(Stored items)
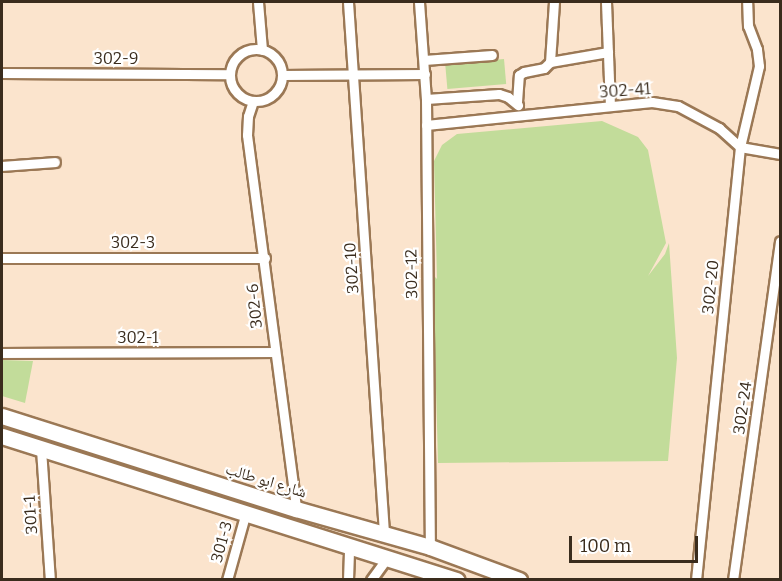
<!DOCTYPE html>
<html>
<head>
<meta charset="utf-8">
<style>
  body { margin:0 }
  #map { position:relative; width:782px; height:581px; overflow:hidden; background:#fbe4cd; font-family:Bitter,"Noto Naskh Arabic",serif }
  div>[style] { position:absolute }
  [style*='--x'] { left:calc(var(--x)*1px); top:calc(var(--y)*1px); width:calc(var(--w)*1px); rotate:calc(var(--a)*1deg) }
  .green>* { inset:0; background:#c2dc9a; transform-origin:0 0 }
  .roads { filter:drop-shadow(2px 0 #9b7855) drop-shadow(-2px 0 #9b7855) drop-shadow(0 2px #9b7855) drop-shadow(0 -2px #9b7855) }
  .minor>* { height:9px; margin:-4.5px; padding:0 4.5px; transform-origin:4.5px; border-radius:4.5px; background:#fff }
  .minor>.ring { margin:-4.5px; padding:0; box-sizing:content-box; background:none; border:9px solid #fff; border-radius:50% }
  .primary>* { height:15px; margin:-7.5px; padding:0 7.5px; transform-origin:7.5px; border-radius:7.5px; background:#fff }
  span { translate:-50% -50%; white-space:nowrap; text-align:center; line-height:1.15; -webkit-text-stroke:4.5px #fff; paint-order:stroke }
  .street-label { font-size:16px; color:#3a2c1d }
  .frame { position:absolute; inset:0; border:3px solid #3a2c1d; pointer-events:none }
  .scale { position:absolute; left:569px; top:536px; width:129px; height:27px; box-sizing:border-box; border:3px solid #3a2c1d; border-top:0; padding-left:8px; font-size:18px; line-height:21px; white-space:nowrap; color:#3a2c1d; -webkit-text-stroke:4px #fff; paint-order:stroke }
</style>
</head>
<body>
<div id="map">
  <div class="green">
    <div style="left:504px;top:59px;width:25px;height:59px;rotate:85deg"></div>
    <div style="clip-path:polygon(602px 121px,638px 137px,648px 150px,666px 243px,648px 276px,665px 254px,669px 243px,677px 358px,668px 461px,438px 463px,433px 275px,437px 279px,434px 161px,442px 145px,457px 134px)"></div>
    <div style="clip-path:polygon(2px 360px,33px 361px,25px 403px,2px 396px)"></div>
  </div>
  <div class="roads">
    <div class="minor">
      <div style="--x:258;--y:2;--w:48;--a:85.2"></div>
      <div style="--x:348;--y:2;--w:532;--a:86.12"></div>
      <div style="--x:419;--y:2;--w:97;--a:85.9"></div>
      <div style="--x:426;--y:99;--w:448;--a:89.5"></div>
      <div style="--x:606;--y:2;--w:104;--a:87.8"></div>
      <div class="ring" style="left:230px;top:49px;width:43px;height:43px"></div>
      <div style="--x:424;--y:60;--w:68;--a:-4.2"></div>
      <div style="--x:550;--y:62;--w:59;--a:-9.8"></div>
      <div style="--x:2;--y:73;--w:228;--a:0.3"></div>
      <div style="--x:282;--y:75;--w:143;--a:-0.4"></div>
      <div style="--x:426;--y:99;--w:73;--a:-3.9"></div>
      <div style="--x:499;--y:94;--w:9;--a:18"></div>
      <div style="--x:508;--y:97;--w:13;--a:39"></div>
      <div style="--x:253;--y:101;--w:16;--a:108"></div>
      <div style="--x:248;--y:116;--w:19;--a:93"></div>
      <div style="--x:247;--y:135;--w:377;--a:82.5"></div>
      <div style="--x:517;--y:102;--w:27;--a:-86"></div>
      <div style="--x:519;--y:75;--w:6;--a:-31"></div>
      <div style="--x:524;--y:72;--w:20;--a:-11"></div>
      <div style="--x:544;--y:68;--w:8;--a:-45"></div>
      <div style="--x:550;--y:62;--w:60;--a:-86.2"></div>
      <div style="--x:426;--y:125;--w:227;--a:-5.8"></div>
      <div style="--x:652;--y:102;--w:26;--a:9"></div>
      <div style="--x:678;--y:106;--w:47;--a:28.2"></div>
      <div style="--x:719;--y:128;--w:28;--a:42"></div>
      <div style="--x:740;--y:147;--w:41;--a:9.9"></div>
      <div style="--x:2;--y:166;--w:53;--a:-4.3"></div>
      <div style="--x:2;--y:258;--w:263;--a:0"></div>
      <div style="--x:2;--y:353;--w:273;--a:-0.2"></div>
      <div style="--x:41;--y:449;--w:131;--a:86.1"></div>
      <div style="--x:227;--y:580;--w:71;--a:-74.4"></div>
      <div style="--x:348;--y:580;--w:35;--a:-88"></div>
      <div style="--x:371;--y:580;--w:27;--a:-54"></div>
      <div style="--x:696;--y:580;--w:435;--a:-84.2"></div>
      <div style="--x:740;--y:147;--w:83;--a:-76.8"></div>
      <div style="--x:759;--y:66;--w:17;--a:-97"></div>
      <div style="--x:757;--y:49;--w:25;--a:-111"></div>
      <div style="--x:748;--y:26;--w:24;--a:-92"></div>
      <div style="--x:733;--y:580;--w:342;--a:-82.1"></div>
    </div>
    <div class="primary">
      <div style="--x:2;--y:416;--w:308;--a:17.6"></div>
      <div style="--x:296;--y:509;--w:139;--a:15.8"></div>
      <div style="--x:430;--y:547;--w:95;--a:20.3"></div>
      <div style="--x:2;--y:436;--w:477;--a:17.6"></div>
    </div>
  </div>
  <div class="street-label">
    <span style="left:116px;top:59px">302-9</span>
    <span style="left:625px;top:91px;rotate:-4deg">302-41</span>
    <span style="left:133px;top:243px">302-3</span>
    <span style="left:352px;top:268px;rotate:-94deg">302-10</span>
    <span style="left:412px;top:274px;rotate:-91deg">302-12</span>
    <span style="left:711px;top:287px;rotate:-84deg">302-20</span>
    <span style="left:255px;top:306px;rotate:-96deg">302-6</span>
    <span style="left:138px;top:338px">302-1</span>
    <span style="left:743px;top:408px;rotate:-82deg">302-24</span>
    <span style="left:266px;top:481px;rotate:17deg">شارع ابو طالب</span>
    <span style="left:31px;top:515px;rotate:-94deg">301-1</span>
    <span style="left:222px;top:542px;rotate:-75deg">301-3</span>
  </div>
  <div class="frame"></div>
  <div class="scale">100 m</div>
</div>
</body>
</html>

==

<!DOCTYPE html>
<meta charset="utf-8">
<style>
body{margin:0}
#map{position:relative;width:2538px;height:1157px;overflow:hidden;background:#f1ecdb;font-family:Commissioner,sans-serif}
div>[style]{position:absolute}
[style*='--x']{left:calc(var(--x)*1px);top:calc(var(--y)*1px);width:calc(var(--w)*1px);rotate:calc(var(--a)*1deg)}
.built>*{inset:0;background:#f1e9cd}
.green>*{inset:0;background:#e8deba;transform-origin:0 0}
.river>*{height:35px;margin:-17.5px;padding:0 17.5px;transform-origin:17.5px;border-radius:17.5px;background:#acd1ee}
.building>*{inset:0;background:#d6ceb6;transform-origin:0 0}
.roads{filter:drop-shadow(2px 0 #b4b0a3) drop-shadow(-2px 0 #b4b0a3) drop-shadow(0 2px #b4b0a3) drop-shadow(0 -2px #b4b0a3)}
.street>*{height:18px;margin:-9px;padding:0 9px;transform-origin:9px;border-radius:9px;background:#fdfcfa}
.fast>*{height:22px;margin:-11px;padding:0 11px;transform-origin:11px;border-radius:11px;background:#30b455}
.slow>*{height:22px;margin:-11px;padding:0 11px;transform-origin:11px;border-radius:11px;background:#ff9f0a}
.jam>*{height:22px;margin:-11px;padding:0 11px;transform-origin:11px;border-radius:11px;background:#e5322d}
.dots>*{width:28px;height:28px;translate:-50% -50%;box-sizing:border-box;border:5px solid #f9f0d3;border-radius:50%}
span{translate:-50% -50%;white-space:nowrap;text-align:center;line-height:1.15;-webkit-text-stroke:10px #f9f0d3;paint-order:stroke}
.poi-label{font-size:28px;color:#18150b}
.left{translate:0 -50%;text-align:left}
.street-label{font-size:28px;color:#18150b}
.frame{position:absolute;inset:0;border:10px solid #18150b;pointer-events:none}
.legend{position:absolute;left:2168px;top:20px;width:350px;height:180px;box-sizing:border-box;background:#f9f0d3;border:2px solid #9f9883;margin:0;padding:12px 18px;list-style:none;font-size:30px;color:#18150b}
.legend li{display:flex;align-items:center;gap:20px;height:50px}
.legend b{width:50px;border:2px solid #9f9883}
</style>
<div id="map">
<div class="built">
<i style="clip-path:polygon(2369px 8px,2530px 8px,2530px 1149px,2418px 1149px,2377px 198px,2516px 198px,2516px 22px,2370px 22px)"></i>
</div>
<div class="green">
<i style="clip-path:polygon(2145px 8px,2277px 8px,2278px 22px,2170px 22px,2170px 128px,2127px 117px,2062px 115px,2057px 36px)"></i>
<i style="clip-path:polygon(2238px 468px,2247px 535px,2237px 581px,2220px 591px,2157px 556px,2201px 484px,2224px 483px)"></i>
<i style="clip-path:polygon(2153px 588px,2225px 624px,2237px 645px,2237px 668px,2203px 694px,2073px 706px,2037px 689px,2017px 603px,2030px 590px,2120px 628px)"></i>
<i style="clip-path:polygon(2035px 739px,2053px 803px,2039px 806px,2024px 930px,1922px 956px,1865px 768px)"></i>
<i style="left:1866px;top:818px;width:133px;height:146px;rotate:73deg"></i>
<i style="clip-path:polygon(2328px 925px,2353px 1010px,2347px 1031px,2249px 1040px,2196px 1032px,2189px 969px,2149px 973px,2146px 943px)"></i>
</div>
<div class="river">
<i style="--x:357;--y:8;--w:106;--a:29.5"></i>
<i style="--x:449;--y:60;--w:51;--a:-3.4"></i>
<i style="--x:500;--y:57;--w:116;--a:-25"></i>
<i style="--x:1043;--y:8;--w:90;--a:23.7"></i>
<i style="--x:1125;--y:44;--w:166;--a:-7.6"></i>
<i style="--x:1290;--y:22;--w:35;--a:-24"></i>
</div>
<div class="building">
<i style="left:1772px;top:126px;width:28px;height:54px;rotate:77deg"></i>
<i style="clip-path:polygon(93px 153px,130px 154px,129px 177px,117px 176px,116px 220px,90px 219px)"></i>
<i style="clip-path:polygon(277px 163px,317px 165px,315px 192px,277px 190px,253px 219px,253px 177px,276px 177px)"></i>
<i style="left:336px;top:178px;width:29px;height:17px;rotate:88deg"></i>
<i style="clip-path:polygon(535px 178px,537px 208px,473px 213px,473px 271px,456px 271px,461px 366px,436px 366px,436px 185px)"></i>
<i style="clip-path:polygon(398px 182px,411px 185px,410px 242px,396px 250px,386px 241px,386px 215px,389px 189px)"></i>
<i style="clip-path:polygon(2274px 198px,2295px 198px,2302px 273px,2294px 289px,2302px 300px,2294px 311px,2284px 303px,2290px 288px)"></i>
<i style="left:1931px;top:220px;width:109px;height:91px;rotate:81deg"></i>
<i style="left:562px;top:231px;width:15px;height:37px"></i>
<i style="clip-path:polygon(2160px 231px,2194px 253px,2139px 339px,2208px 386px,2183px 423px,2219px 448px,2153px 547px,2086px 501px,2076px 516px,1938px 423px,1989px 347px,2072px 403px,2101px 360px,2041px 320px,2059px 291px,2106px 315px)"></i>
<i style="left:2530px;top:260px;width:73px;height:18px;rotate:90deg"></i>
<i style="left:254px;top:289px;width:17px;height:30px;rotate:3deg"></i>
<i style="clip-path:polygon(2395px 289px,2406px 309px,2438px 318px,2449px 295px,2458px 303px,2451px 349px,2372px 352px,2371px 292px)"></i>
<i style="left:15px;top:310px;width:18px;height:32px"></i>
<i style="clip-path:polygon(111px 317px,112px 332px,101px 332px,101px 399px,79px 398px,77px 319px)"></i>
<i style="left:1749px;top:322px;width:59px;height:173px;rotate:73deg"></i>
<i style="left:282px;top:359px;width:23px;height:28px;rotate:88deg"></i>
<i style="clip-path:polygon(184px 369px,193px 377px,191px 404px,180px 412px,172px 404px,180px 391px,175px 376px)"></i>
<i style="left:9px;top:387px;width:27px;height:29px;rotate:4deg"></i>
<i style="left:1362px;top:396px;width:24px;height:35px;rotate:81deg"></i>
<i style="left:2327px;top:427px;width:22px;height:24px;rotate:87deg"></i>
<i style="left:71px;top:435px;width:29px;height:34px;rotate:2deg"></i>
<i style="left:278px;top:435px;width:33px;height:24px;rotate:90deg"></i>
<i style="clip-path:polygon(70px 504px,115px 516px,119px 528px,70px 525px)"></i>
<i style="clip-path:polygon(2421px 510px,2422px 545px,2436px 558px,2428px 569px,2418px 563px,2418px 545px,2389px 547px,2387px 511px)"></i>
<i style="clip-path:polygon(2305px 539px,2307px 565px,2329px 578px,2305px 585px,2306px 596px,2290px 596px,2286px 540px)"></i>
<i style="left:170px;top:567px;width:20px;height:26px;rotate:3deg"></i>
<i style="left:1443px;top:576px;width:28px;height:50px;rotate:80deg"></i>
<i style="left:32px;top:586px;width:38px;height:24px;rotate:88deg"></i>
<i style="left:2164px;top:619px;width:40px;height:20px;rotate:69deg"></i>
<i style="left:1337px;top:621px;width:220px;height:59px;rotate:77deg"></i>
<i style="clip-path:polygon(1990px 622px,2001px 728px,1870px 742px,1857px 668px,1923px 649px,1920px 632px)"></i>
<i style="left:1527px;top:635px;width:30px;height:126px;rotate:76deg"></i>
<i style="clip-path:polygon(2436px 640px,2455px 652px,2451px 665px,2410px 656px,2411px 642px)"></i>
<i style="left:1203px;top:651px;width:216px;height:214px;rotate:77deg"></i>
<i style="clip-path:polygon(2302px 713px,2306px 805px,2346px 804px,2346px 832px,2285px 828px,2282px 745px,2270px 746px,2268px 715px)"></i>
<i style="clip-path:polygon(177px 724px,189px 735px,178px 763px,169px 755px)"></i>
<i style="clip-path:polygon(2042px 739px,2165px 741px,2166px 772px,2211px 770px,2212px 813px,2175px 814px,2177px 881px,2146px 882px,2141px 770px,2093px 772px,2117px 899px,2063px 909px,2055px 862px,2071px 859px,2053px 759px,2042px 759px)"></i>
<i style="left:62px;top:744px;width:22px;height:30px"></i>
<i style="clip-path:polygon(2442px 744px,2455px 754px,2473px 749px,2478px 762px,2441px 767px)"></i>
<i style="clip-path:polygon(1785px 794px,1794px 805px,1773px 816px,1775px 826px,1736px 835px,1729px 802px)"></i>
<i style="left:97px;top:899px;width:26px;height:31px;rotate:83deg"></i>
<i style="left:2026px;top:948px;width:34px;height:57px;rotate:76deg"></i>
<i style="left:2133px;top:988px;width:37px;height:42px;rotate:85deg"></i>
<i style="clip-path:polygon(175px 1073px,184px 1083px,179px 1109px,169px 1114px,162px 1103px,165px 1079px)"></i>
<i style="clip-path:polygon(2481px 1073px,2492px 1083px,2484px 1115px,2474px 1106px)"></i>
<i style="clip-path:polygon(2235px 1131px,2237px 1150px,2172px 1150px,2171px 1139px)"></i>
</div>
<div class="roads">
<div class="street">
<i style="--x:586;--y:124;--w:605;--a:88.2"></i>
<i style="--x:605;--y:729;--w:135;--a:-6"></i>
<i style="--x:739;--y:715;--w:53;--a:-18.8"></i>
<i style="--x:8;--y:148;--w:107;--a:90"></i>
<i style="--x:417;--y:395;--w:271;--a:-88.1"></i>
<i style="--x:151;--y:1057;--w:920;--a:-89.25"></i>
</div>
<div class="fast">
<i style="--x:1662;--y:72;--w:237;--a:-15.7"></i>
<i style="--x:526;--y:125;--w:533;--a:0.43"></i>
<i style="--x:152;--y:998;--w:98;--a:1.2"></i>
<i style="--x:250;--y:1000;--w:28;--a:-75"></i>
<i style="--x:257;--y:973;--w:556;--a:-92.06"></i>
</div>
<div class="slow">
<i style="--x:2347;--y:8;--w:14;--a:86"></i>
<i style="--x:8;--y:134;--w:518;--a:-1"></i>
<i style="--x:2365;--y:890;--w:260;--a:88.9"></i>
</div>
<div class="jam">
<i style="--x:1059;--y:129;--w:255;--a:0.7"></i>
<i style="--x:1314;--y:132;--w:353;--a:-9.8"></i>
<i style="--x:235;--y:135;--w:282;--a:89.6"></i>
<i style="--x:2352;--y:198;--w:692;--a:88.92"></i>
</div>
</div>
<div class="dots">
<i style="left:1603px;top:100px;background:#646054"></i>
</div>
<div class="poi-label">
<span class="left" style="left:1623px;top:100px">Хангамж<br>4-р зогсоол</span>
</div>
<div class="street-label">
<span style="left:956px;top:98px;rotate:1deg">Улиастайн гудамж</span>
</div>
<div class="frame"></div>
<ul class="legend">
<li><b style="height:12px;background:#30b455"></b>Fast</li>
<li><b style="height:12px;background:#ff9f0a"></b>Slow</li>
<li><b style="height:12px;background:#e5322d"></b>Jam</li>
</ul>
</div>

# WORK ORDER:
List all lines above in which the string "river" appears.

# OUTPUT:
.river>*{height:35px;margin:-17.5px;padding:0 17.5px;transform-origin:17.5px;border-radius:17.5px;background:#acd1ee}
<div class="river">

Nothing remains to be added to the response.